Thanks mike for letting me know it can be done safely with the 3.55 gears. I know with the family our size a 21rs or 23rs is tight but I know we can do it because we are use to close quarters. Our trips would be for long weekends at the most and I suspect we would spend most of the time outside unless it was raining. I will still be searching for a Suburban that would allow me to pull a bigger trailer (I would need to trade in the Durango that I really like and the idea of a Suburban as my everyday vehicle is not too appealing) but also plan to discuss with the Dodge dealer tomorrow about the idea of swapping out the differentials to 3.92.


----------



## Sayonara (Jul 23, 2007)

Oregon_Camper said:


> Thanks mike for letting me know it can be done safely with the 3.55 gears. I know with the family our size a 21rs or 23rs is tight but I know we can do it because we are use to close quarters. Our trips would be for long weekends at the most and I suspect we would spend most of the time outside unless it was raining. I will still be searching for a Suburban that would allow me to pull a bigger trailer (I would need to trade in the Durango that I really like and the idea of a Suburban as my everyday vehicle is not too appealing) but also plan to discuss with the Dodge dealer tomorrow about the idea of swapping out the differentials to 3.92.


If you have a 4x4 you will have to change out the front differential as well and have some reprograming done. id expect it to be ~$1000 - $1500 based on some quotes I have gotten in the past for other trucks.

Good Luck !


----------



## outbackgeorgia (Jan 28, 2004)

The "short wheelbase" Durango is 119 inches, three inches longer than a Tahoe. There are many on this forum towing with the Tahoe.
My previous TV, a Gen 1 Durango with 116 inch WB towed our 21RS just fine.

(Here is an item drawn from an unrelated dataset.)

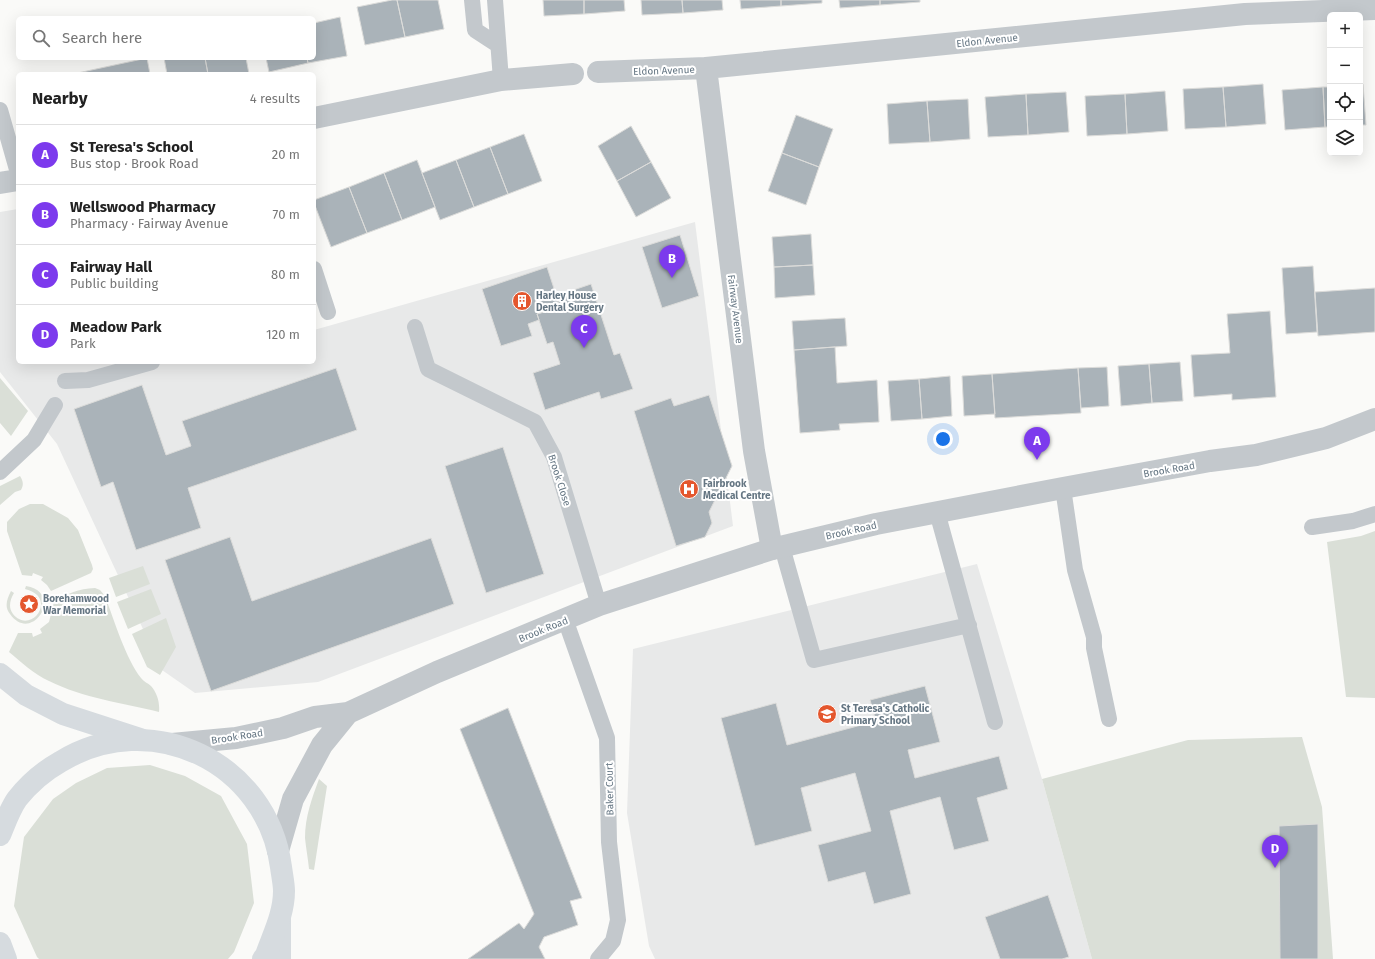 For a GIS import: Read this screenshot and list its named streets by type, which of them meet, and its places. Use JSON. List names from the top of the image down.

I now pull a 25 RS-S with my Durango 5.7 Hemi and I am SAFE. I am under the rated tow ratings for the vehicle, BUT I replaced the stock shocks with Ranchos, and added Air Lift bags to stabilize the soft suspension of the Durango. My equalizer if fine, but a GOOD WD hitch is REQUIRED. I do NOT tow at 70 mph, however, 55-60 is just fine. The best safety margin is slower speeds, not less weight. If you need a large capacity tow vehicle , then a Durango is not the best choice.
I am hoping someone can explain to me how it is "unsafe" to tow within the factory tow ratings of the TV and Outback with both properly equipped driving UNDER the speed limit.

Dave


----------



## CamperAndy (Aug 26, 2004)

outbackgeorgia said:


> I am hoping someone can explain to me how it is "unsafe" to tow within the factory tow ratings of the TV and Outback with both properly equipped driving UNDER the speed limit.
> 
> Dave


No one will tell you that you are unsafe if (IF is a big word here) you do as you say. The problems arise when ratings are misrepresented or over looked. Example is the typical question "What is the dry weight of the trailer?" well the dry weight means nothing it is the wet and loaded weight you should know because there can be 1 or 2 thousand pounds difference in the two weights. Also the statement "My tow rating is X,XXX and that is enough to pull the trailer." but the tow rating in the owners manual normally has a little asterisk next to it that indicates it is with a 150 pound driver and often does not even include a full tank of fuel. So once you add mom, dad, the kids and Fido along with all the junk to support them, you have just whacked 5 to 12 hundred pounds off the tow rating. As for the speed limit that is for a unencumbered passenger car not normally for a truck and trailer and those speeds can be badly biased on what part of the country you are in.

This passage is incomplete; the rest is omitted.